- [Exercise requirements]
Show, from the records below, all lines that contain the word "route".

- [Records supplied]
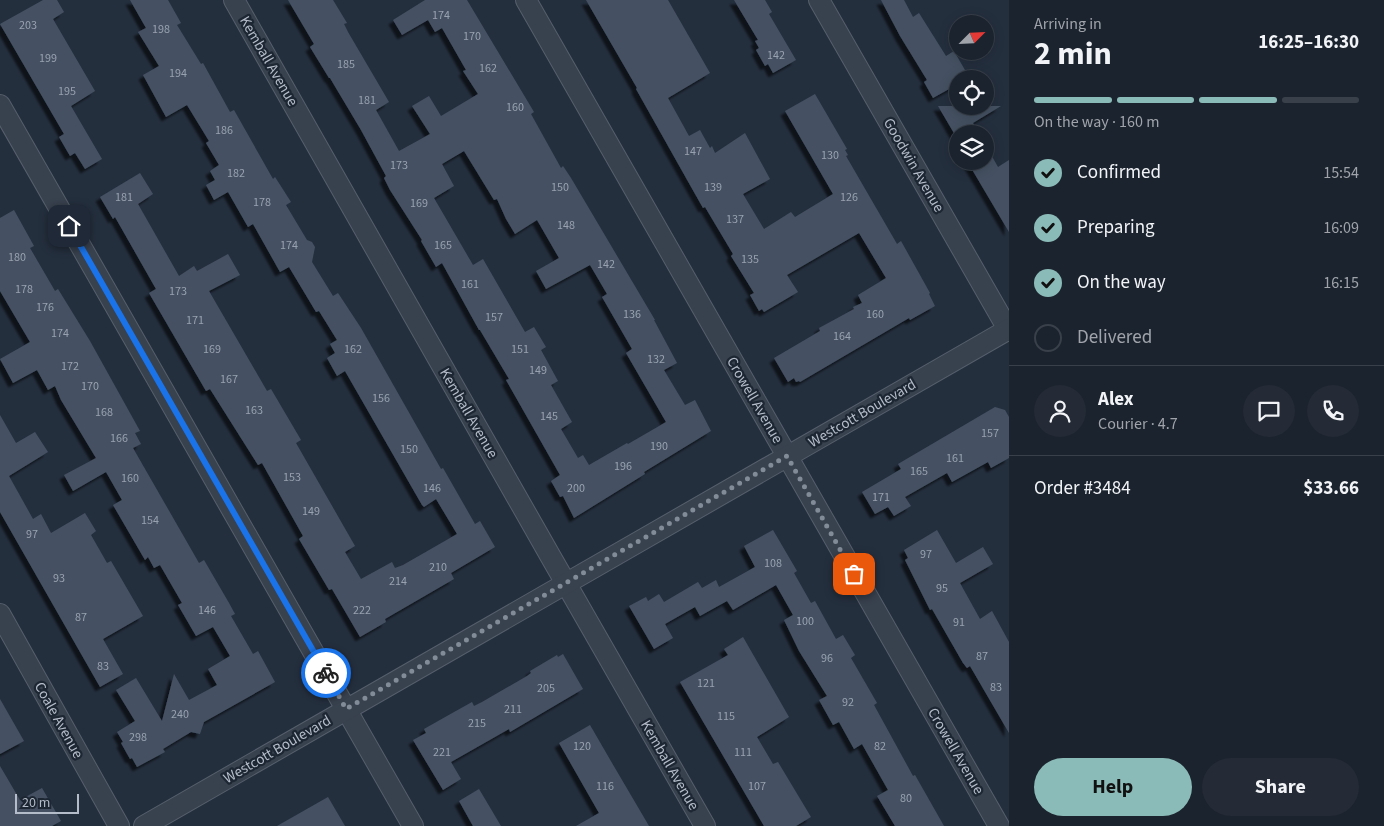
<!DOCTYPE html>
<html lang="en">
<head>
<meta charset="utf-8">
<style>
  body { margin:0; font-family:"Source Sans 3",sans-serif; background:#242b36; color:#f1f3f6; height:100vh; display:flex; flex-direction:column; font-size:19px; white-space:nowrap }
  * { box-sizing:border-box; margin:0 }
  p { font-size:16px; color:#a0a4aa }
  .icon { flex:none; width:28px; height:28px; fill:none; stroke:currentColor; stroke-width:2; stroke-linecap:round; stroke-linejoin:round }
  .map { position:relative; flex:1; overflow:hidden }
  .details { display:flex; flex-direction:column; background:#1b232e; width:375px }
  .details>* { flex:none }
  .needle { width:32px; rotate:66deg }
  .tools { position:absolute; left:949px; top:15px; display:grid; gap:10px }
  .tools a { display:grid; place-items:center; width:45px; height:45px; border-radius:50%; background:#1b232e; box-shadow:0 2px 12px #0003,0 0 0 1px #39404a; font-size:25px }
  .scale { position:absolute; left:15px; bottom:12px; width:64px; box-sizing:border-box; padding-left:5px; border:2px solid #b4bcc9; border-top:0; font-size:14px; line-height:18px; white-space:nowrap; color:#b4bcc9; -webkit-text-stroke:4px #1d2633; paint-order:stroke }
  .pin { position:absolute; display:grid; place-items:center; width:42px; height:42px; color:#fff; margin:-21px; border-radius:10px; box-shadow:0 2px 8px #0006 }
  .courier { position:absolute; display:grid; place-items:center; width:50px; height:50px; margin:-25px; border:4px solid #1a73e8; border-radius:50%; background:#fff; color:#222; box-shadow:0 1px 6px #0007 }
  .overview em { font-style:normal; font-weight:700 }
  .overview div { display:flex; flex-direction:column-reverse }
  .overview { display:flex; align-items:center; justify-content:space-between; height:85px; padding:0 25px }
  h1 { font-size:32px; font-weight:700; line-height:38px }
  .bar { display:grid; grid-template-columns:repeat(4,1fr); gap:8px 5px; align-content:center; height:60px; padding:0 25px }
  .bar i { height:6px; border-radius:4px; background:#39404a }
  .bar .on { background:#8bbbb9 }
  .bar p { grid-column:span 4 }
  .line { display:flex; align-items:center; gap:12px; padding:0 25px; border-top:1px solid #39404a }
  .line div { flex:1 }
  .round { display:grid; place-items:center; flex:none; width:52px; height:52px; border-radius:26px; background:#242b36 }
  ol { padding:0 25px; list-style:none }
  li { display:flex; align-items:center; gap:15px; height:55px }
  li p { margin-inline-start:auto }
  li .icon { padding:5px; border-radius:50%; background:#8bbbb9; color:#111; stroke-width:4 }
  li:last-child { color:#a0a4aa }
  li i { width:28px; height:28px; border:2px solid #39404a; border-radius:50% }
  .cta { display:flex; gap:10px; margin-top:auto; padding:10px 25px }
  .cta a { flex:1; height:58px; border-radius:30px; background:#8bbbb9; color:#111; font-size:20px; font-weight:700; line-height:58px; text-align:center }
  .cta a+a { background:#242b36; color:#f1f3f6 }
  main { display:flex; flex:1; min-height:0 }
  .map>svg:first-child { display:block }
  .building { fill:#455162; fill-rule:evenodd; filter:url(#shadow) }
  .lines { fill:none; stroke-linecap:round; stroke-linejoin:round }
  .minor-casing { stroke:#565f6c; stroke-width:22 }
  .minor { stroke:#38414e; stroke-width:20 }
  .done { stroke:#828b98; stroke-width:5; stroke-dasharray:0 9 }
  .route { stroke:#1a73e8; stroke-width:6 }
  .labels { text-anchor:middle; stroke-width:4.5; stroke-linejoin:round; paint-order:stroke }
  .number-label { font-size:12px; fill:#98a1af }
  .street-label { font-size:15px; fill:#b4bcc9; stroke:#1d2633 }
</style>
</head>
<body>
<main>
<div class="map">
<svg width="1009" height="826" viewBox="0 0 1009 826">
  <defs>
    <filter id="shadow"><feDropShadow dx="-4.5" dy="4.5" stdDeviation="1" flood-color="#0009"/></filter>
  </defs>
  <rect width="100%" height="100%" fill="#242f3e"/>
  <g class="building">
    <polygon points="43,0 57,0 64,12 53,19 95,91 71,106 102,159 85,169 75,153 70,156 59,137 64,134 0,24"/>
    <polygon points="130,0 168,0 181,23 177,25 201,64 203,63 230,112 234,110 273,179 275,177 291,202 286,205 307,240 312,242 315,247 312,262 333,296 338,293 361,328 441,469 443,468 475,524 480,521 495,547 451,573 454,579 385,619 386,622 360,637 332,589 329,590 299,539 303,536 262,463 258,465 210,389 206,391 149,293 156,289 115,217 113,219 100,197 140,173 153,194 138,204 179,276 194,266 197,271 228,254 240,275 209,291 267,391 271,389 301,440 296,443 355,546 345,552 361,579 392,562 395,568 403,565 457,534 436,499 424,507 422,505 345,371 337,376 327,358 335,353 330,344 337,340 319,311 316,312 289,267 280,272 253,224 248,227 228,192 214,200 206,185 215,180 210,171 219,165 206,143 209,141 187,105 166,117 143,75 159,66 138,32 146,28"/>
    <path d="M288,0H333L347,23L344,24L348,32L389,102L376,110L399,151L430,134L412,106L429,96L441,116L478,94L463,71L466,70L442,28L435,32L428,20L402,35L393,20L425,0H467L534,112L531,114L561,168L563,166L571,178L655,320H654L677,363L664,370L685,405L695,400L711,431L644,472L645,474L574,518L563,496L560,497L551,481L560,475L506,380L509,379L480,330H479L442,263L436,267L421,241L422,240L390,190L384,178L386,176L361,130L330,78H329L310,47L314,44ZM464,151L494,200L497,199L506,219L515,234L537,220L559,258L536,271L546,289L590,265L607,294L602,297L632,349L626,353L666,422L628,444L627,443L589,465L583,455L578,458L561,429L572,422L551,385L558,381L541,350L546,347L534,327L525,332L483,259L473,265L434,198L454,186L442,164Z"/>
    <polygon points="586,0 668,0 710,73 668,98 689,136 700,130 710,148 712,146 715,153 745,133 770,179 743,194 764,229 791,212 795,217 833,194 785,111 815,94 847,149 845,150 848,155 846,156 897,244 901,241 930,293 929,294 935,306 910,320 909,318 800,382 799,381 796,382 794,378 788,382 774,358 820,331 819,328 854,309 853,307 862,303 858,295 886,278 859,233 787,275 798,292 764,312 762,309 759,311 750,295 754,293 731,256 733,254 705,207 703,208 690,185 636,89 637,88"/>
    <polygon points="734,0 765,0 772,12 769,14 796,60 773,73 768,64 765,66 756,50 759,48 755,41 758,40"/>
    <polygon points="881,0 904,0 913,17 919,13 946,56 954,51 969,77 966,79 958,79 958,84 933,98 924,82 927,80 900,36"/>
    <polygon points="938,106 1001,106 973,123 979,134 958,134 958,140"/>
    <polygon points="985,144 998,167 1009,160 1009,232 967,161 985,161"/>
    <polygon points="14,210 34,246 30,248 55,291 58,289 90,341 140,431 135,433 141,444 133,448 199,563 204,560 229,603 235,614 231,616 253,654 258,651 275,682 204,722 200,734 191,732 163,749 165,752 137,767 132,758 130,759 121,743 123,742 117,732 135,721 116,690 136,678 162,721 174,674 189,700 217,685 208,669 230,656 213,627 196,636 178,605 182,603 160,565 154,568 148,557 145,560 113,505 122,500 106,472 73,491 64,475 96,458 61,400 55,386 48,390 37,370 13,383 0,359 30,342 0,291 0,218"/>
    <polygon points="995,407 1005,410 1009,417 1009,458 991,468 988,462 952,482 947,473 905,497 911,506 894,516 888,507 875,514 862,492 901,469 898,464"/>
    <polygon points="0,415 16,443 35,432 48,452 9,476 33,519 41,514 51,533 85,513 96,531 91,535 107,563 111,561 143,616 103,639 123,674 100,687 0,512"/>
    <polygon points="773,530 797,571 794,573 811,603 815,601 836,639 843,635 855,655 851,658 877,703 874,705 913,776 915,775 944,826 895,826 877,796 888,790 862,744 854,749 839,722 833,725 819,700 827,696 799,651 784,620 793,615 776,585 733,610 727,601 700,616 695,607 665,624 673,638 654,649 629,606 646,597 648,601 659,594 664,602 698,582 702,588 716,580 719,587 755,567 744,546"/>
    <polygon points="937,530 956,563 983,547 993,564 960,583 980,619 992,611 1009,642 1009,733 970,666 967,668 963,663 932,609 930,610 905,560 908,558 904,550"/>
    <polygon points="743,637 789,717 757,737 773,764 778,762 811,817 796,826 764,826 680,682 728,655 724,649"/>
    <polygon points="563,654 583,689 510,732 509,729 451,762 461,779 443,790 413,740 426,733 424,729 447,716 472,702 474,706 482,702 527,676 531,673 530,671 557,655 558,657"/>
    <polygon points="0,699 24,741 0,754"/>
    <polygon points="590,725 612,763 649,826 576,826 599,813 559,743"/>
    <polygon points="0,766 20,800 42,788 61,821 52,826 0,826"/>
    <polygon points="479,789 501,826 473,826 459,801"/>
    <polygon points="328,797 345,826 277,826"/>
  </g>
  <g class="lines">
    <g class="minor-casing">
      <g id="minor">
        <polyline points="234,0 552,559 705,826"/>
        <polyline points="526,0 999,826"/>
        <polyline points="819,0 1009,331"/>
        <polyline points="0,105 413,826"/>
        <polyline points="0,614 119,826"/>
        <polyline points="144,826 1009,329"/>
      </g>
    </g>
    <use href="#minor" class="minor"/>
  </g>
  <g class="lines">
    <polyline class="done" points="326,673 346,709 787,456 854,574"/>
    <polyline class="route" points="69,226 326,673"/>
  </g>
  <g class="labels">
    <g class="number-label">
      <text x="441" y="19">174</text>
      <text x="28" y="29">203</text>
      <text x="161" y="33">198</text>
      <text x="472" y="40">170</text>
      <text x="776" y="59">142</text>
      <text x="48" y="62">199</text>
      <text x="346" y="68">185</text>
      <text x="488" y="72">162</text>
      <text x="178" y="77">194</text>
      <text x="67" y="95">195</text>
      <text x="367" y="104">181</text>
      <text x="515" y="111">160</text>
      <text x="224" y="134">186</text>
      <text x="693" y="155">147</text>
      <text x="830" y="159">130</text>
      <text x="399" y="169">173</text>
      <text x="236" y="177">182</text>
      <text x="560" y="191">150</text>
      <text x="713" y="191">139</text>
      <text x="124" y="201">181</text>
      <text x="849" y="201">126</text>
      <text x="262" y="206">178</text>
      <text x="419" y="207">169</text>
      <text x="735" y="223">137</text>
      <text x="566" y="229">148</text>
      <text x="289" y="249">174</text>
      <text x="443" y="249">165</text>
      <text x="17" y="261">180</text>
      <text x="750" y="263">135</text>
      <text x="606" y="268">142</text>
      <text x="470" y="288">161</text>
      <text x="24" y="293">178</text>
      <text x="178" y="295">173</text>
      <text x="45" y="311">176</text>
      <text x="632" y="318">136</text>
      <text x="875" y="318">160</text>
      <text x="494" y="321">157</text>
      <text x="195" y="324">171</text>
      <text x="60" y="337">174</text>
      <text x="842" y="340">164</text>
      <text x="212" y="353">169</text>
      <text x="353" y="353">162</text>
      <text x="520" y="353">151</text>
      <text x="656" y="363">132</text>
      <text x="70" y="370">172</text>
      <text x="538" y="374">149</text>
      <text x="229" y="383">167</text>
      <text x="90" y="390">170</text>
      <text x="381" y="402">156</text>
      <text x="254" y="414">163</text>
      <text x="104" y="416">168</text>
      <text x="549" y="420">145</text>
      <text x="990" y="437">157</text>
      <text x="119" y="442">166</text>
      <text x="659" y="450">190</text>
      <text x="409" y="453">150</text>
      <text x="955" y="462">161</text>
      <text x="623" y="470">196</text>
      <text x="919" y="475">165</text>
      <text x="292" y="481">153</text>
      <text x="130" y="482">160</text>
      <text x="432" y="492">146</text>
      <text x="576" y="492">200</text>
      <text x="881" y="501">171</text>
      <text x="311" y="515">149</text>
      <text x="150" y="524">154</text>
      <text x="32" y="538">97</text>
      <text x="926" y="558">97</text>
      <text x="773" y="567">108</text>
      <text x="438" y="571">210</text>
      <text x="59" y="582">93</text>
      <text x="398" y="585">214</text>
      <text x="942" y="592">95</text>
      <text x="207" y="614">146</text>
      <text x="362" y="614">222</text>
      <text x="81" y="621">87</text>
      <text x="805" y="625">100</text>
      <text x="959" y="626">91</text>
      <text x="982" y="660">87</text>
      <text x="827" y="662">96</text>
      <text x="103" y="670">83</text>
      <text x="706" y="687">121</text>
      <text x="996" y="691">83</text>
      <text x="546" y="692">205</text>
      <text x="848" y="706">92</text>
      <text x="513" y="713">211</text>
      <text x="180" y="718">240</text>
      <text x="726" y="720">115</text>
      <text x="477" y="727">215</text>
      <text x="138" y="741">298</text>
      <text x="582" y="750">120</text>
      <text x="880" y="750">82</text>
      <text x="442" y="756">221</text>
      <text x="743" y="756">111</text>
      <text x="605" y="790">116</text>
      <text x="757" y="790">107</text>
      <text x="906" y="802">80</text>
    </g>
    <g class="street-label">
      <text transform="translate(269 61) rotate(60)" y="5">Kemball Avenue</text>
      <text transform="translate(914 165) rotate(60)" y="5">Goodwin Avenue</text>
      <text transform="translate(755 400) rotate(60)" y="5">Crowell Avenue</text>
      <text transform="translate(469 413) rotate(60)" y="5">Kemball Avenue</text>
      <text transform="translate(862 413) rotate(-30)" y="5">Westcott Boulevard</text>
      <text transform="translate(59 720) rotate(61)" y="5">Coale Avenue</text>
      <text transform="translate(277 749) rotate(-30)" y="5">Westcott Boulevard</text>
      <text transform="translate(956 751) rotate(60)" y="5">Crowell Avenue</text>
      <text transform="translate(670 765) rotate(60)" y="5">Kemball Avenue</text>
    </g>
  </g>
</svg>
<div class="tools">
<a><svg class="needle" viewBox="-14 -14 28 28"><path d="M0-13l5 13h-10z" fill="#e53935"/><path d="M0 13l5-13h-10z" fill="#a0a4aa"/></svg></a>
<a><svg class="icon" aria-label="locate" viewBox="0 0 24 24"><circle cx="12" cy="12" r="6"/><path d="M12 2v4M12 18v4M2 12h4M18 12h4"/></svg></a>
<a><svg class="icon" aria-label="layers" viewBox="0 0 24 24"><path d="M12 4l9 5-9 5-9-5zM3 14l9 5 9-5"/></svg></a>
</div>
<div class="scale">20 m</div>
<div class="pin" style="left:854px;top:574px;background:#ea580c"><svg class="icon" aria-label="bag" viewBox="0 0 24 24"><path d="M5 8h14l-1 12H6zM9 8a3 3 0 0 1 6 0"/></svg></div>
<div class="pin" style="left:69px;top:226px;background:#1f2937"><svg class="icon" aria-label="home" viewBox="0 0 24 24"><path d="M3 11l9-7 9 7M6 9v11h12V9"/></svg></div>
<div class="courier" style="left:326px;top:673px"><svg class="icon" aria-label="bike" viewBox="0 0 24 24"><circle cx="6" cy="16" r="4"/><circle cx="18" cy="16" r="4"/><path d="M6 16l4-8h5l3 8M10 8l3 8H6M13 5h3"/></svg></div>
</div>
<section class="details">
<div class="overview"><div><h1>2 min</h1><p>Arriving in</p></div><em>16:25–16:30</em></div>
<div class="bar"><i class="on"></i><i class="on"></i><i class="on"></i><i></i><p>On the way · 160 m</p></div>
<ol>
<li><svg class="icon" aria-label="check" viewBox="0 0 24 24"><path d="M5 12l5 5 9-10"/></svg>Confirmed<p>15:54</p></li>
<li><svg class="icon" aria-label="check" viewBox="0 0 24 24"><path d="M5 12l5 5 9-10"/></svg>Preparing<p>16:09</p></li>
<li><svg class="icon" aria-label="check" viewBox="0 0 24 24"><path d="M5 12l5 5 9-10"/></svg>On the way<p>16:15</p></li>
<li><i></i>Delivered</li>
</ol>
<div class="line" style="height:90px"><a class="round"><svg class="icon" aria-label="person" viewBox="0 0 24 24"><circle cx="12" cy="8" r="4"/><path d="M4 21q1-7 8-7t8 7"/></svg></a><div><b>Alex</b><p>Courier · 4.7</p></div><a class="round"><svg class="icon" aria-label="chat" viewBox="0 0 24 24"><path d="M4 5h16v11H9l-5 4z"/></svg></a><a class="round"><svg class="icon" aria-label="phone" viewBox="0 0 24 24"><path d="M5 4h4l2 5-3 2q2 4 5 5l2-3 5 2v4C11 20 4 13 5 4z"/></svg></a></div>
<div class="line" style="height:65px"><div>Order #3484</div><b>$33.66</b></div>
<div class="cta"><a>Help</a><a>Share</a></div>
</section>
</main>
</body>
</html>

- [Reply to the task]
  .route { stroke:#1a73e8; stroke-width:6 }
    <polyline class="route" points="69,226 326,673"/>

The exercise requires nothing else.